### AIM OF THE EXERCISE
Your task is to retype the listing word for word.

### SUPPLIED INFORMATION
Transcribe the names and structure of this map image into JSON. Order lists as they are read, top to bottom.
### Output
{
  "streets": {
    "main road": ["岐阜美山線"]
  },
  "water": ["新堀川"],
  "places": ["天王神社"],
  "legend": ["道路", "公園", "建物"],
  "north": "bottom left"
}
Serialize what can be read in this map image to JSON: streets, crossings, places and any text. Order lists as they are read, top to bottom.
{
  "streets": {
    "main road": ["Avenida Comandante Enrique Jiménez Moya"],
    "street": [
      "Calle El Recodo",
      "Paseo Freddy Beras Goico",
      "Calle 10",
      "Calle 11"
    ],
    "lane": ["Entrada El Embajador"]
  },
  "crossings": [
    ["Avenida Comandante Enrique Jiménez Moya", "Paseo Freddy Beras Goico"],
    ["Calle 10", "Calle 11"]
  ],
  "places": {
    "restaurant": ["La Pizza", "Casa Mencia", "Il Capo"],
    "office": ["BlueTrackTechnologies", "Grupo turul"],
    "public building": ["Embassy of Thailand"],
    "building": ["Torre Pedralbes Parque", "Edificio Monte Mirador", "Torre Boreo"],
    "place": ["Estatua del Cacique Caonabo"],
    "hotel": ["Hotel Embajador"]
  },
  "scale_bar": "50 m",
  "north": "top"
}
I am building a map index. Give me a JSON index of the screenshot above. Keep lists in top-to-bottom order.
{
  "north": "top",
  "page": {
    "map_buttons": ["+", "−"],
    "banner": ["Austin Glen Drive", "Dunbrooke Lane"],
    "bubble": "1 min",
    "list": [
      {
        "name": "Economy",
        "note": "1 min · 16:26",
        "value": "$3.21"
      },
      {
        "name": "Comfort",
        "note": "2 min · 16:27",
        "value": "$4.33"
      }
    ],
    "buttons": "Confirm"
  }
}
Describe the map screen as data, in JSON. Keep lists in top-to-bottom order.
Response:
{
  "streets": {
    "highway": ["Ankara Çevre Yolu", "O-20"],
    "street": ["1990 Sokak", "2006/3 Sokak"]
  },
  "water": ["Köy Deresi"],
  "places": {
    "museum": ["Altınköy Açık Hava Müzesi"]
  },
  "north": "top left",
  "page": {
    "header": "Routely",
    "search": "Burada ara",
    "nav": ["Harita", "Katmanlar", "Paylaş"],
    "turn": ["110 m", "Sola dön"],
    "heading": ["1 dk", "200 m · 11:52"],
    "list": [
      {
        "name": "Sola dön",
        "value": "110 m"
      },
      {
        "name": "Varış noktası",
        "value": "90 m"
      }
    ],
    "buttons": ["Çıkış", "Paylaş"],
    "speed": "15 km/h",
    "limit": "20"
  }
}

### RESULT FOR THIS TASK
Transcribe the names and structure of this map image into JSON. Order lists as they are read, top to bottom.
### Output
{
  "streets": {
    "main road": ["岐阜美山線"]
  },
  "water": ["新堀川"],
  "places": ["天王神社"],
  "legend": ["道路", "公園", "建物"],
  "north": "bottom left"
}
Serialize what can be read in this map image to JSON: streets, crossings, places and any text. Order lists as they are read, top to bottom.
{
  "streets": {
    "main road": ["Avenida Comandante Enrique Jiménez Moya"],
    "street": [
      "Calle El Recodo",
      "Paseo Freddy Beras Goico",
      "Calle 10",
      "Calle 11"
    ],
    "lane": ["Entrada El Embajador"]
  },
  "crossings": [
    ["Avenida Comandante Enrique Jiménez Moya", "Paseo Freddy Beras Goico"],
    ["Calle 10", "Calle 11"]
  ],
  "places": {
    "restaurant": ["La Pizza", "Casa Mencia", "Il Capo"],
    "office": ["BlueTrackTechnologies", "Grupo turul"],
    "public building": ["Embassy of Thailand"],
    "building": ["Torre Pedralbes Parque", "Edificio Monte Mirador", "Torre Boreo"],
    "place": ["Estatua del Cacique Caonabo"],
    "hotel": ["Hotel Embajador"]
  },
  "scale_bar": "50 m",
  "north": "top"
}
I am building a map index. Give me a JSON index of the screenshot above. Keep lists in top-to-bottom order.
{
  "north": "top",
  "page": {
    "map_buttons": ["+", "−"],
    "banner": ["Austin Glen Drive", "Dunbrooke Lane"],
    "bubble": "1 min",
    "list": [
      {
        "name": "Economy",
        "note": "1 min · 16:26",
        "value": "$3.21"
      },
      {
        "name": "Comfort",
        "note": "2 min · 16:27",
        "value": "$4.33"
      }
    ],
    "buttons": "Confirm"
  }
}
Describe the map screen as data, in JSON. Keep lists in top-to-bottom order.
Response:
{
  "streets": {
    "highway": ["Ankara Çevre Yolu", "O-20"],
    "street": ["1990 Sokak", "2006/3 Sokak"]
  },
  "water": ["Köy Deresi"],
  "places": {
    "museum": ["Altınköy Açık Hava Müzesi"]
  },
  "north": "top left",
  "page": {
    "header": "Routely",
    "search": "Burada ara",
    "nav": ["Harita", "Katmanlar", "Paylaş"],
    "turn": ["110 m", "Sola dön"],
    "heading": ["1 dk", "200 m · 11:52"],
    "list": [
      {
        "name": "Sola dön",
        "value": "110 m"
      },
      {
        "name": "Varış noktası",
        "value": "90 m"
      }
    ],
    "buttons": ["Çıkış", "Paylaş"],
    "speed": "15 km/h",
    "limit": "20"
  }
}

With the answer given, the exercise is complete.